What will happen if somebody will try to host illegal content on ThreeFold Grid?

weynandkuijpers · April 6, 2022, 7:32am

Thank you for the dissection. To make it simple, let’s say a letter from the authorities (not the service provider) arrives at a farmer. What would such a letter have as information to identify that there is illicit content on the device, and how does this letter connect the device to the farmer?

Before we think in creating a technology solution let’s get the requirements clear of what we are trying to solve. Let’s brainstorm (list is not meant to be exhaustive, us the first things that come to mind):

Identify the node / farmer:
“authorities were monitoring the network traffic of the ISP of the farmer and have found, unencrypted traffic that contains something that cannot be.”

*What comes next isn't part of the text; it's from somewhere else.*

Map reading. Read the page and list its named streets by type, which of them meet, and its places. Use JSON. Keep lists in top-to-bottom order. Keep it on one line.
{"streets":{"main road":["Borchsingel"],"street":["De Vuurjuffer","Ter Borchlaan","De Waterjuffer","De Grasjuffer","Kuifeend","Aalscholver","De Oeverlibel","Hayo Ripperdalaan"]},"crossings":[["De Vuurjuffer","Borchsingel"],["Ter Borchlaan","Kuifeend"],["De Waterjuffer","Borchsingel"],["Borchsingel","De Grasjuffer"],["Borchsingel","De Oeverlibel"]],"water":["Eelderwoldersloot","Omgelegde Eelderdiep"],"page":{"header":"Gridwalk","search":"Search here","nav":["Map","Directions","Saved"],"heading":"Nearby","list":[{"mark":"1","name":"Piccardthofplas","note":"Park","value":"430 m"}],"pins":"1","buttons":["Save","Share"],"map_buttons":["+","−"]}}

Ok - so that seems reasonable and possible. But only if the farmer provides public IP addresses. Because all traffic between (VM’s) on nodes that do not have public IP addresses to rent (so in other words all devices behind a NAT) use encrypted, tunnelled, point-to-point wireguard / planetary networking. So this cannot be intercepted (and read) by the authorities. So we are talking about a subset of farmers that are potentially going to see this.

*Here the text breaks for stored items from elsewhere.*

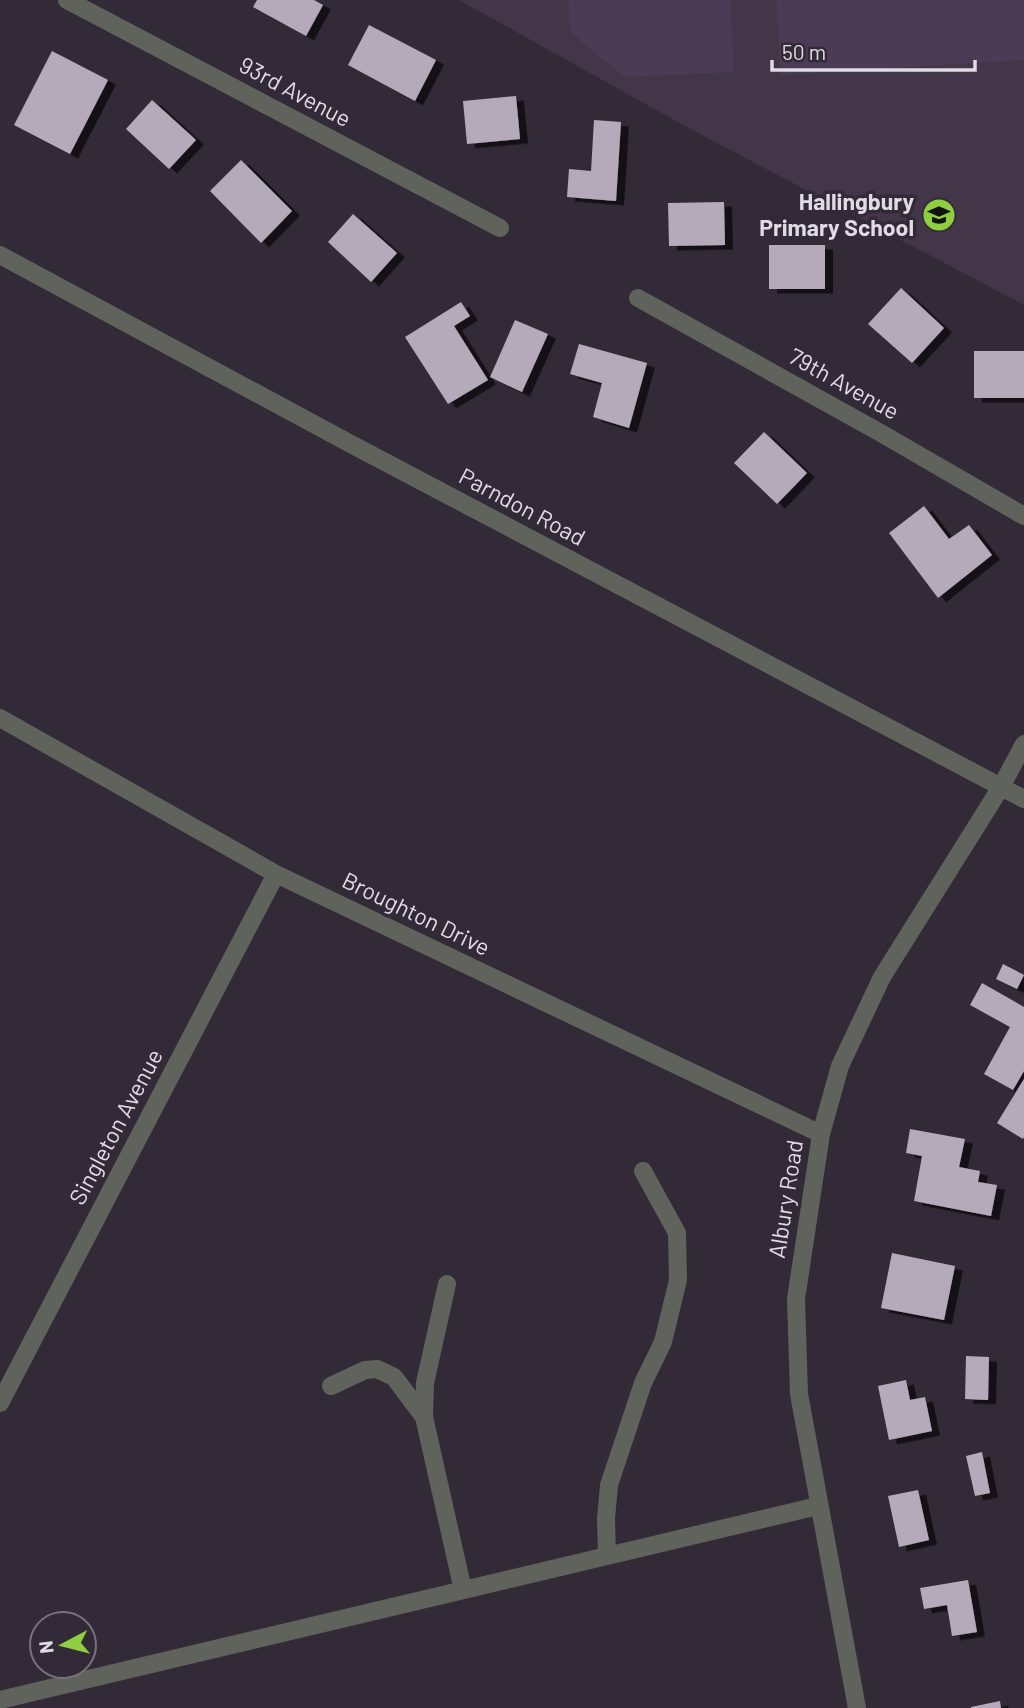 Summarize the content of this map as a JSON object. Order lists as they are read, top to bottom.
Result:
{
  "streets": {
    "street": [
      "93rd Avenue",
      "79th Avenue",
      "Parndon Road",
      "Broughton Drive",
      "Singleton Avenue",
      "Albury Road"
    ]
  },
  "crossings": [
    ["Parndon Road", "Albury Road"],
    ["Broughton Drive", "Singleton Avenue"],
    ["Broughton Drive", "Albury Road"]
  ],
  "places": {
    "school or university": ["Hallingbury Primary School"]
  },
  "scale_bar": "50 m",
  "north": "left"
}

So the letter can be addressed to the owner of the IP address as traffic from his IP address contains (unencrypted) illicit content. How do we match IP addresses to specific farmers? IPaddresses are bought and owned or rented. So in the end (with more steps in between here the owner of the IP addresses will receive this letter, and this might be the owner of the IP addresses or the person renting them.

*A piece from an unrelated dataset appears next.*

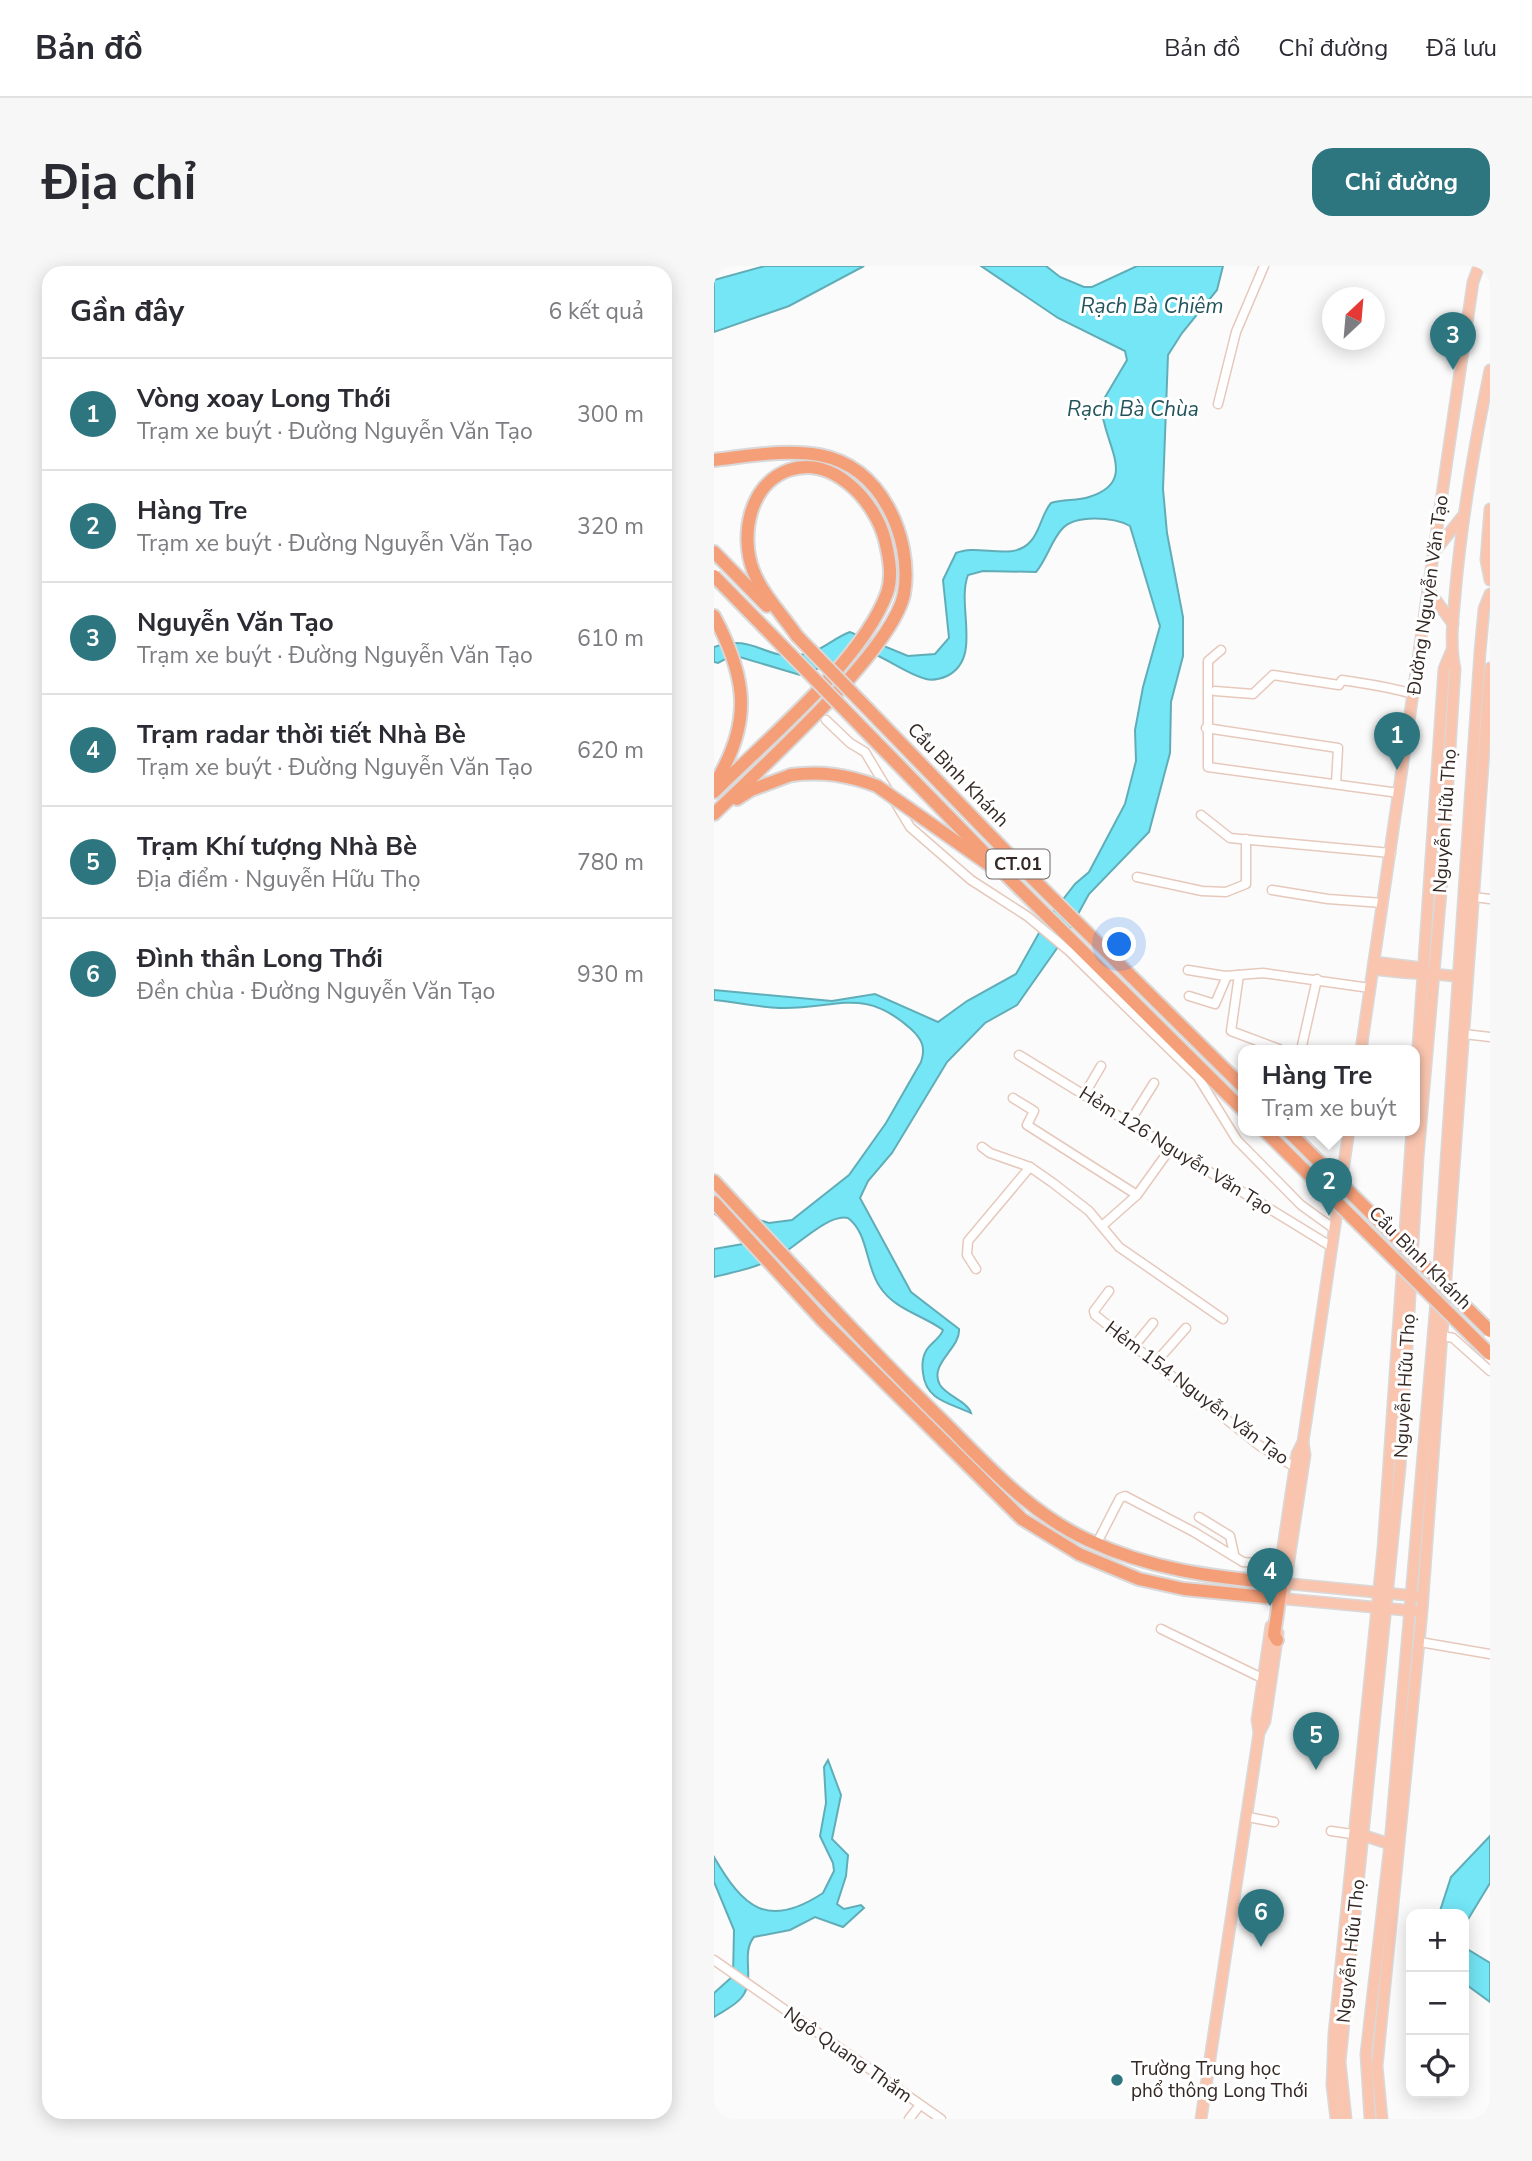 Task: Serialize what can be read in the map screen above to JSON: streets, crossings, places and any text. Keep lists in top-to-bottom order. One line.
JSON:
{"streets":{"highway":["Cầu Bình Khánh","CT.01"],"main road":["Đường Nguyễn Văn Tạo","Nguyễn Hữu Thọ"],"street":["Hẻm 126 Nguyễn Văn Tạo","Hẻm 154 Nguyễn Văn Tạo","Ngô Quang Thắm"]},"crossings":[["Cầu Bình Khánh","CT.01"]],"water":["Rạch Bà Chiêm","Rạch Bà Chùa"],"places":["Trường Trung học phổ thông Long Thới"],"north":"top right","page":{"header":"Bản đồ","nav":["Bản đồ","Chỉ đường","Đã lưu"],"buttons":"Chỉ đường","title":"Địa chỉ","heading":["Gần đây","6 kết quả"],"pins":["3","1","2","4","5","6"],"list":[{"mark":"1","name":"Vòng xoay Long Thới","note":"Trạm xe buýt · Đường Nguyễn Văn Tạo","value":"300 m"},{"mark":"2","name":"Hàng Tre","note":"Trạm xe buýt · Đường Nguyễn Văn Tạo","value":"320 m"},{"mark":"3","name":"Nguyễn Văn Tạo","note":"Trạm xe buýt · Đường Nguyễn Văn Tạo","value":"610 m"},{"mark":"4","name":"Trạm radar thời tiết Nhà Bè","note":"Trạm xe buýt · Đường Nguyễn Văn Tạo","value":"620 m"},{"mark":"5","name":"Trạm Khí tượng Nhà Bè","note":"Địa điểm · Nguyễn Hữu Thọ","value":"780 m"},{"mark":"6","name":"Đình thần Long Thới","note":"Đền chùa · Đường Nguyễn Văn Tạo","value":"930 m"}],"popup":["Hàng Tre","Trạm xe buýt"],"map_buttons":["+","−"]}}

Good - so the letter arrives. What does it state with regards to what was monitored.

a username of the person doing illicit online activities?
an IPv4 address of the application that “processed” the illicit content?
an IPv4 address of the VM on which the application ran “processing” illicit content.

There is really nothing more that they can see when they monitor / filter network traffic. So now the farmer/someone needs to go and see which contract is using that specific IP address.

So we have a query tool to query TF Chain, and this has a lot of functionality to query the chain. For example to query what contracts are active for a specific node (8) and are using 1 or more IP addresses:

query MyQuery {
  nodeContracts(where: {numberOfPublicIPs_gt: 0, nodeId_eq: 8}) {
    contractId
    numberOfPublicIPs
  }
}

presenting:

{
  "data": {
    "nodeContracts": [
      {
        "contractId": 97,
        "numberOfPublicIPs": 1
      },
      {
        "contractId": 159,
        "numberOfPublicIPs": 1
      },
      {
        "contractId": 202,
        "numberOfPublicIPs": 1
      },
      {
        "contractId": 284,
        "numberOfPublicIPs": 1
      },
      {
        "contractId": 289,
        "numberOfPublicIPs": 1
      },
      {
        "contractId": 291,
        "numberOfPublicIPs": 1
      },
      {
        "contractId": 737,
        "numberOfPublicIPs": 1
      },
      {
        "contractId": 850,
        "numberOfPublicIPs": 1
      },
      {
        "contractId": 861,
        "numberOfPublicIPs": 1
      },
      {
        "contractId": 883,
        "numberOfPublicIPs": 1
      },
      {
        "contractId": 879,
        "numberOfPublicIPs": 1
      },
      {
        "contractId": 885,
        "numberOfPublicIPs": 1
      },
      {
        "contractId": 882,
        "numberOfPublicIPs": 1
      },
      {
        "contractId": 891,
        "numberOfPublicIPs": 1
      },
      {
        "contractId": 892,
        "numberOfPublicIPs": 1
      }
    ]
  }
}

And per contract you can find out the IP’s used:

{
  "data": {
    "publicIps": [
      {
        "contractId": 885,
        "ip": "185.69.166.150/24"
      }
    ]
  }
}

So if IP 185.69.166.150 was mentioned in the letter we now know that contract 885 is the one breaking the rules.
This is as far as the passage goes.